━━━━━ Data for this task
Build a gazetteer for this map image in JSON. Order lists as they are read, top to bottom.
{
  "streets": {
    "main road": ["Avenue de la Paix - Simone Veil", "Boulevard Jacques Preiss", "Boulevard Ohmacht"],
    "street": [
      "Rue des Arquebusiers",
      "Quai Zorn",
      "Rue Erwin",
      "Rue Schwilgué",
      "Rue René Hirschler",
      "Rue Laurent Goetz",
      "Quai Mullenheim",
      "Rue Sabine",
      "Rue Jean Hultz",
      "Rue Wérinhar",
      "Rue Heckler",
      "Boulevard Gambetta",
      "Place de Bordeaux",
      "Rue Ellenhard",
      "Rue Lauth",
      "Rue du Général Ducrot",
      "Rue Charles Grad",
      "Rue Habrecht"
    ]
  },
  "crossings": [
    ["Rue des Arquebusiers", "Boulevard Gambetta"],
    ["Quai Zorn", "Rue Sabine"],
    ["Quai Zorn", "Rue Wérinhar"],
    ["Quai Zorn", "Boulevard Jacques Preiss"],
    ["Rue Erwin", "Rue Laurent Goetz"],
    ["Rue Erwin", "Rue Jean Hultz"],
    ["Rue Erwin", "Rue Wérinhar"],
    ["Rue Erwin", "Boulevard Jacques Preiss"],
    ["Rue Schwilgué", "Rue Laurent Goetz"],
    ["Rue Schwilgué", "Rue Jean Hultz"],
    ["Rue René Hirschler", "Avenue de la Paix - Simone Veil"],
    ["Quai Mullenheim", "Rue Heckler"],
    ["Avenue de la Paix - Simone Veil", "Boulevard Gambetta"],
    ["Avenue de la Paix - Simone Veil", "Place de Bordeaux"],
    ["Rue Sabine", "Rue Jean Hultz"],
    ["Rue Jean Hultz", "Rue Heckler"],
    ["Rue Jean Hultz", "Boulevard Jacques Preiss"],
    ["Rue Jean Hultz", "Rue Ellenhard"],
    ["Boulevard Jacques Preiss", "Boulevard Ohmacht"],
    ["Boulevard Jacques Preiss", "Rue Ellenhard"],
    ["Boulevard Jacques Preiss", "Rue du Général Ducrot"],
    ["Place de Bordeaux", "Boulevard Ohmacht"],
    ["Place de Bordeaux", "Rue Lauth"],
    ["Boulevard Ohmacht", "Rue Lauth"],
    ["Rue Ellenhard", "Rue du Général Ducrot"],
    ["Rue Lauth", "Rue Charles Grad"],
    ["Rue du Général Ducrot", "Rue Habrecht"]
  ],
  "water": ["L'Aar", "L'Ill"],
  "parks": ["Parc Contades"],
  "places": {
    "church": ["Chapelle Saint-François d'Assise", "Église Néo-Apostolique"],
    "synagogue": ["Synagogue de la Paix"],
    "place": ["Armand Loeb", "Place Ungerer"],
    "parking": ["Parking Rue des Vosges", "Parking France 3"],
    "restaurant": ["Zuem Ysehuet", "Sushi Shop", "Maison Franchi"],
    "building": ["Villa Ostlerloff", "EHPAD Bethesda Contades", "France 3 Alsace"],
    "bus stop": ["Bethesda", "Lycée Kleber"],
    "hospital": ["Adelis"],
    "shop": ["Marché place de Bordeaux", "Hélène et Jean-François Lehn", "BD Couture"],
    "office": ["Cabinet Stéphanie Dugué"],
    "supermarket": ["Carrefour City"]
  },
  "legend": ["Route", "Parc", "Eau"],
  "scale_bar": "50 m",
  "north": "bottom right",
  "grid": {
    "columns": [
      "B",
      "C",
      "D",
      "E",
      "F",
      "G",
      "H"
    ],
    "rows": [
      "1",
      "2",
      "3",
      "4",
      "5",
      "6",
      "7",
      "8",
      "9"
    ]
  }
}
━━━━━━━━━━
━━━━━ Data for this task
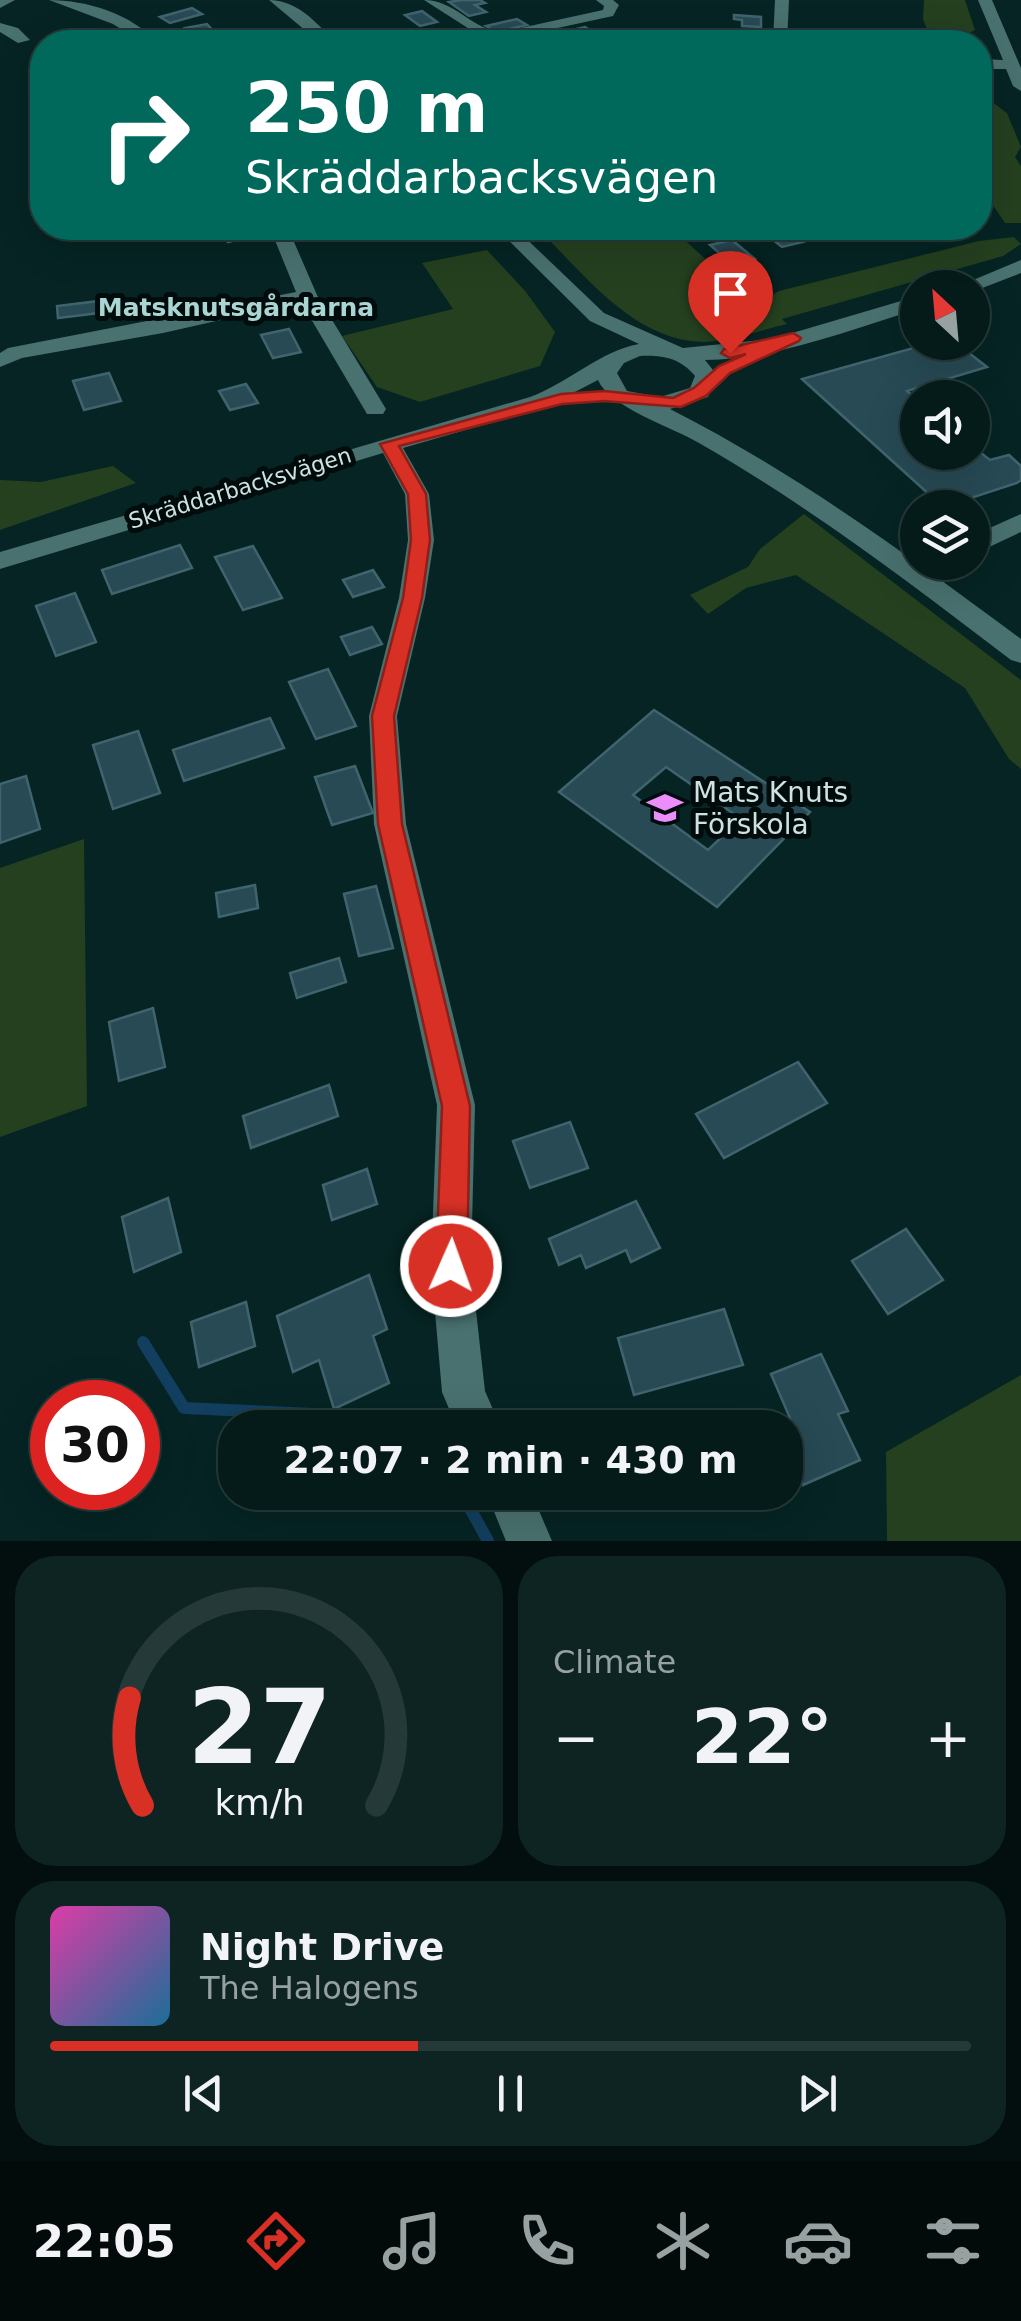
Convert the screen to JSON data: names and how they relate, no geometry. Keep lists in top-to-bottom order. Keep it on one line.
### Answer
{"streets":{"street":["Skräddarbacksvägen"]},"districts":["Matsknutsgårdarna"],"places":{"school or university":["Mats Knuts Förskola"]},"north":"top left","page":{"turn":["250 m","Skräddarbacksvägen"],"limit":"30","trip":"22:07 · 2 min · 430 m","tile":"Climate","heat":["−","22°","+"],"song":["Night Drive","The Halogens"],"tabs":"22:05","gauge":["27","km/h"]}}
━━━━━━━━━━
━━━━━ Data for this task
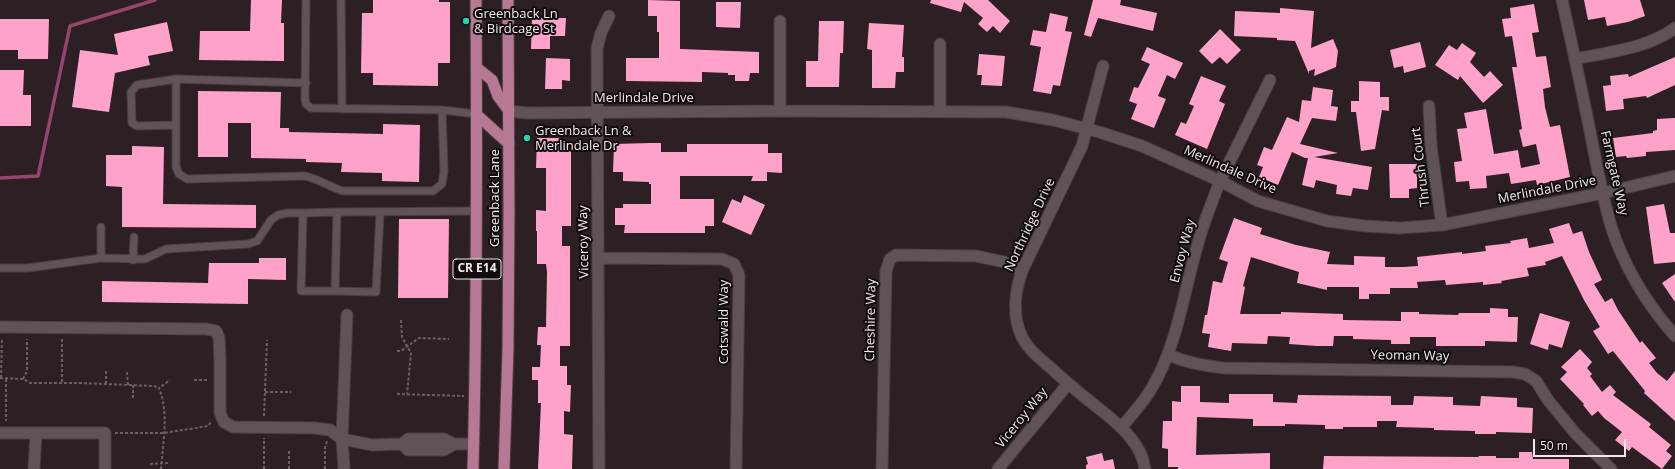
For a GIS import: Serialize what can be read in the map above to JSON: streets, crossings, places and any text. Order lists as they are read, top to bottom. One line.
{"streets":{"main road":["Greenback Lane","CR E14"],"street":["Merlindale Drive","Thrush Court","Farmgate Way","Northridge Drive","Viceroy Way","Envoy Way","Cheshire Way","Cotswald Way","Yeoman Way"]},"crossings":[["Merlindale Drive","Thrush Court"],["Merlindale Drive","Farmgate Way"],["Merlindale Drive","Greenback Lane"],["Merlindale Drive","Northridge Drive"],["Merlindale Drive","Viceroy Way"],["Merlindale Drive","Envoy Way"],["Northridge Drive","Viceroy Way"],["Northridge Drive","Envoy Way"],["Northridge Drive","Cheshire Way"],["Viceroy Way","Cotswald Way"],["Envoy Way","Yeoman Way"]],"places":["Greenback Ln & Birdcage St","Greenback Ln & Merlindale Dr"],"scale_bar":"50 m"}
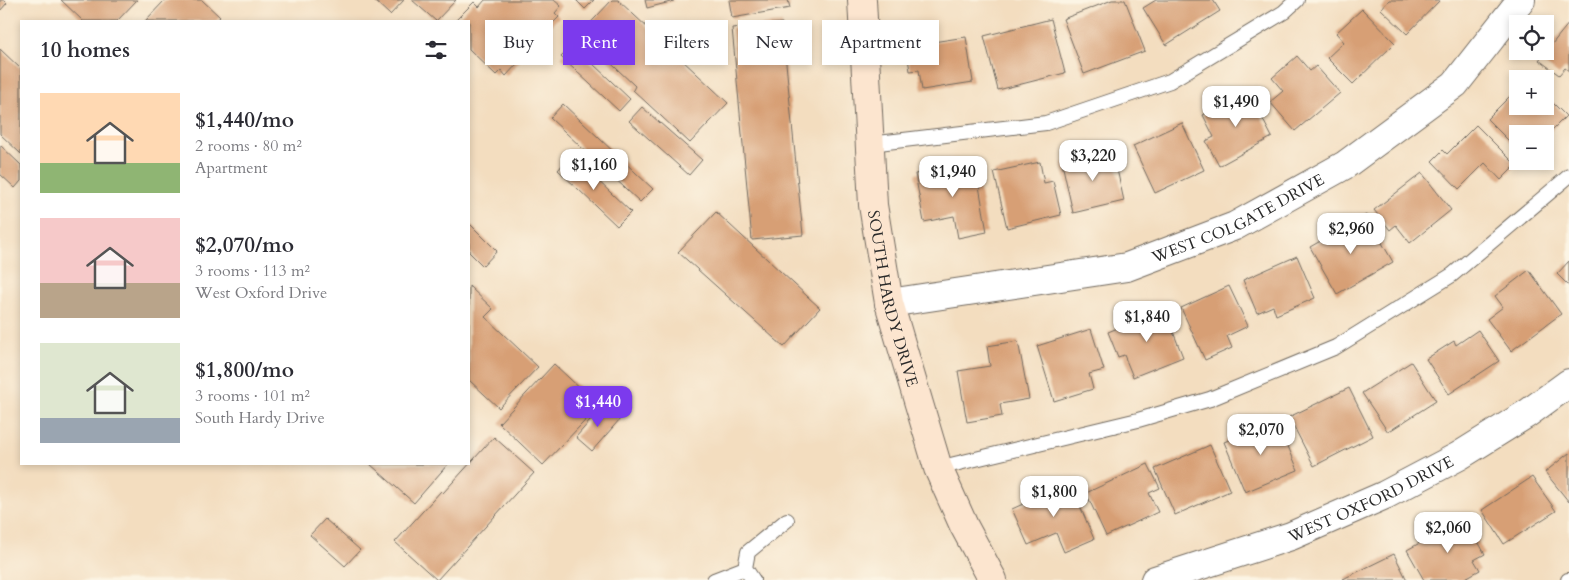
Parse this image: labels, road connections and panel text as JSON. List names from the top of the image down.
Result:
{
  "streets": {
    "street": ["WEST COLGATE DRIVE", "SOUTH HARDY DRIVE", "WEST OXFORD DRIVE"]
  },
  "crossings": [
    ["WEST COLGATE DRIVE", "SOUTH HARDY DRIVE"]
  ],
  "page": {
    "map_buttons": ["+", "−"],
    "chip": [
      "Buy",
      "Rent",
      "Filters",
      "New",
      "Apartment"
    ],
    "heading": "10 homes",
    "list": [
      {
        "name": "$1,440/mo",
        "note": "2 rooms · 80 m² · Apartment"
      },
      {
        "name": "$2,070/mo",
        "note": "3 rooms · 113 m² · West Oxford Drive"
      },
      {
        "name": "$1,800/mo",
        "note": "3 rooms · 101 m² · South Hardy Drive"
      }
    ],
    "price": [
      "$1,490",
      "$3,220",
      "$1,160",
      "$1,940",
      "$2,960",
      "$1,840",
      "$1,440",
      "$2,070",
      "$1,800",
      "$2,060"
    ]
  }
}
━━━━━━━━━━
Look through the data above for the word "names". Report each line where it occurs.

Task answer:
Convert the screen to JSON data: names and how they relate, no geometry. Keep lists in top-to-bottom order. Keep it on one line.
Parse this image: labels, road connections and panel text as JSON. List names from the top of the image down.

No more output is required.